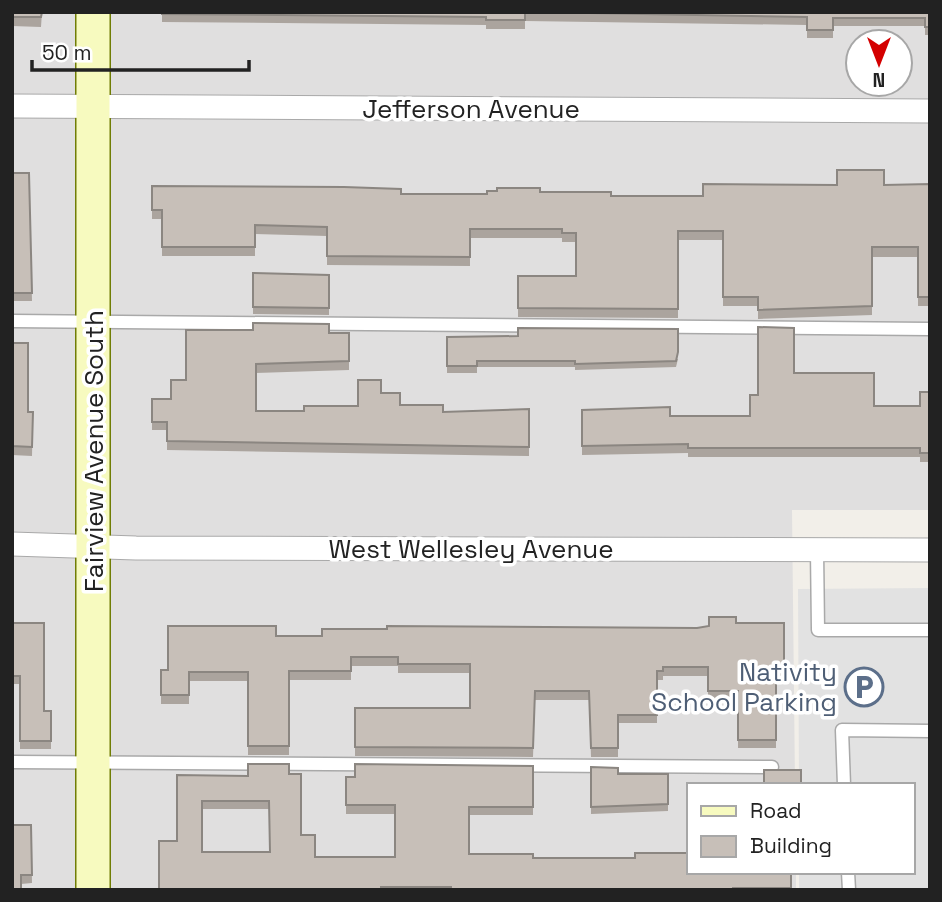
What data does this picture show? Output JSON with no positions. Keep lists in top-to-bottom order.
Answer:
{
  "streets": {
    "street": ["Jefferson Avenue", "Fairview Avenue South", "West Wellesley Avenue"]
  },
  "crossings": [
    ["Jefferson Avenue", "Fairview Avenue South"],
    ["Fairview Avenue South", "West Wellesley Avenue"]
  ],
  "places": {
    "parking": ["Nativity School Parking"]
  },
  "legend": ["Road", "Building"],
  "scale_bar": "50 m",
  "north": "bottom"
}
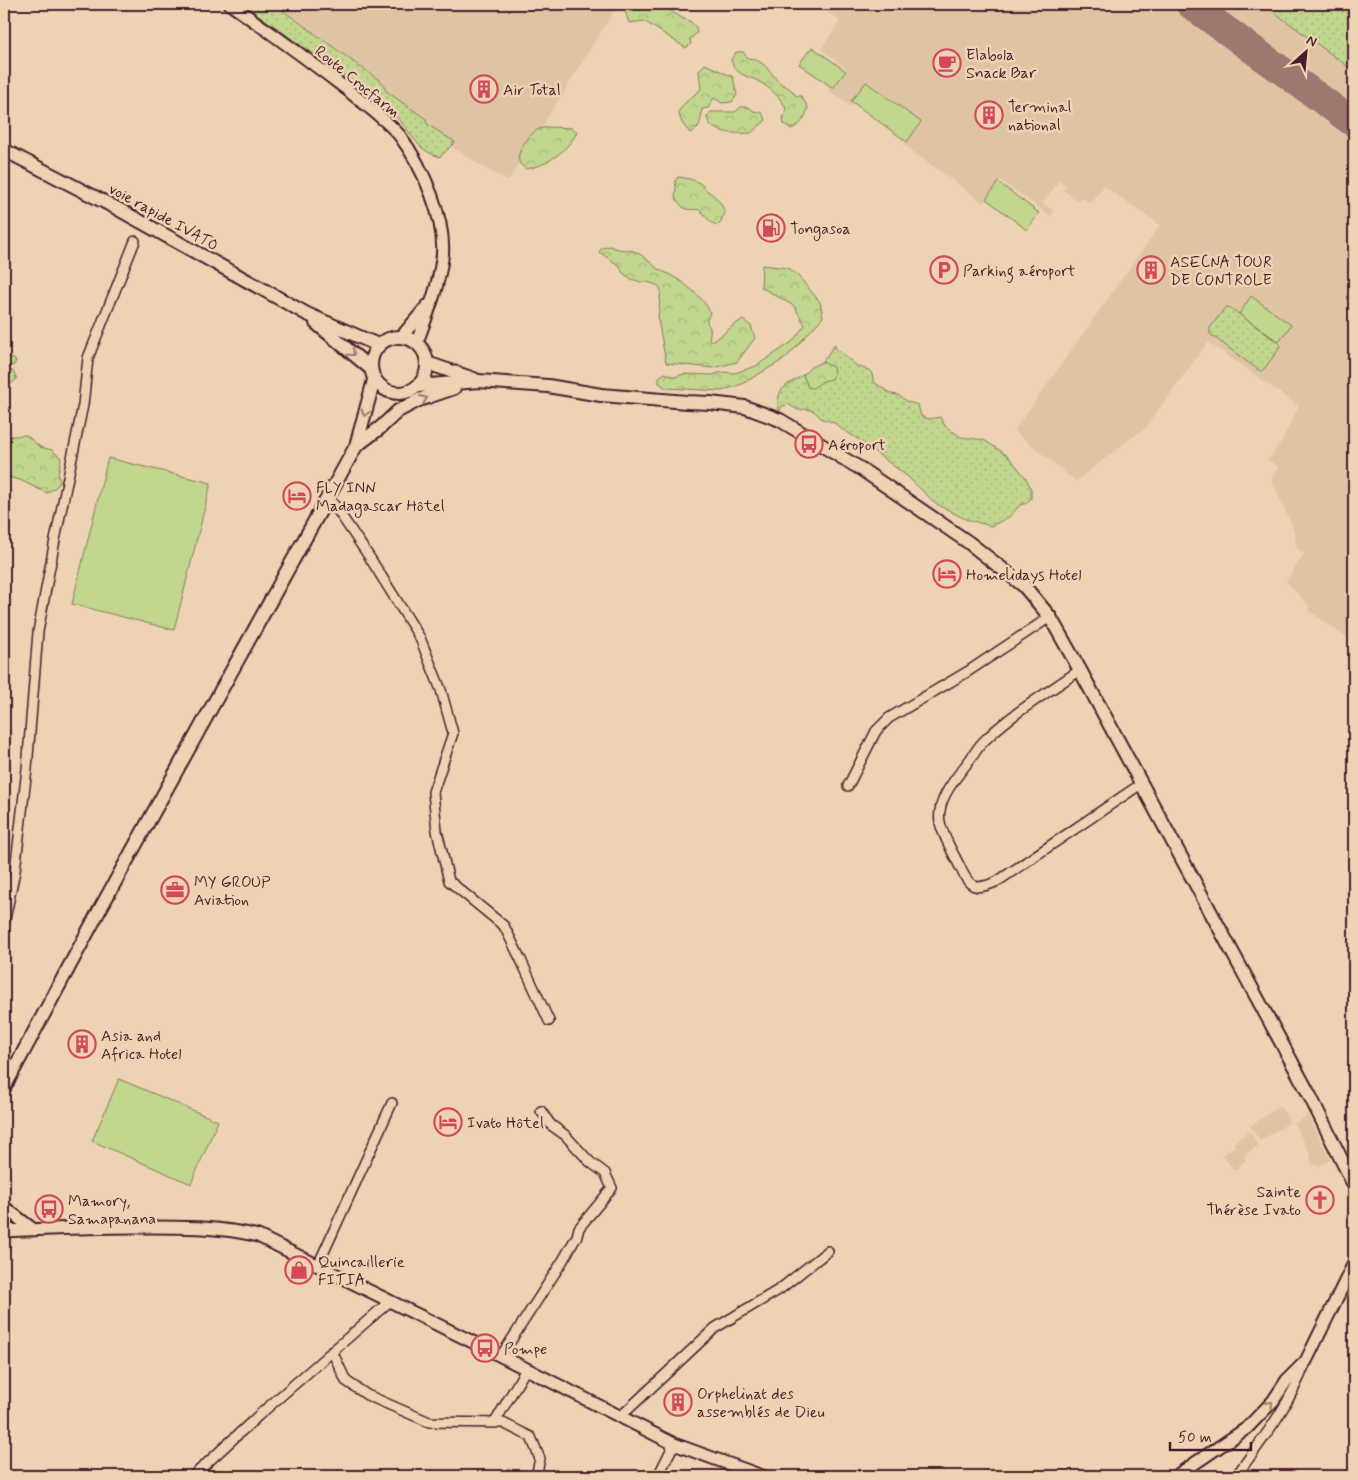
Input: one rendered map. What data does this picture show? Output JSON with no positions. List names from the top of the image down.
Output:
{
  "streets": {
    "main road": ["voie rapide IVATO"],
    "street": ["Route Crocfarm"]
  },
  "places": {
    "cafe": ["Elabola Snack Bar"],
    "building": [
      "Air Total",
      "Terminal national",
      "ASECNA TOUR DE CONTROLE",
      "Asia and Africa Hotel",
      "Orphelinat des assemblés de Dieu"
    ],
    "fuel station": ["Tongasoa"],
    "parking": ["Parking aéroport"],
    "bus stop": ["Aéroport", "Mamory, Samapanana", "Pompe"],
    "hotel": ["FLY INN Madagascar Hôtel", "Homelidays Hotel", "Ivato Hôtel"],
    "office": ["MY GROUP Aviation"],
    "church": ["Sainte Thérèse Ivato"],
    "shop": ["Quincaillerie FITIA"]
  },
  "scale_bar": "50 m",
  "north": "top right"
}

+-------+

**ASSIGNMENT**:
Find the lines that mention "picture" in the entries and show them.

**ANSWER BELOW**:
What data does this picture show? Output JSON with no positions. Keep lists in top-to-bottom order.
Input: one rendered map. What data does this picture show? Output JSON with no positions. List names from the top of the image down.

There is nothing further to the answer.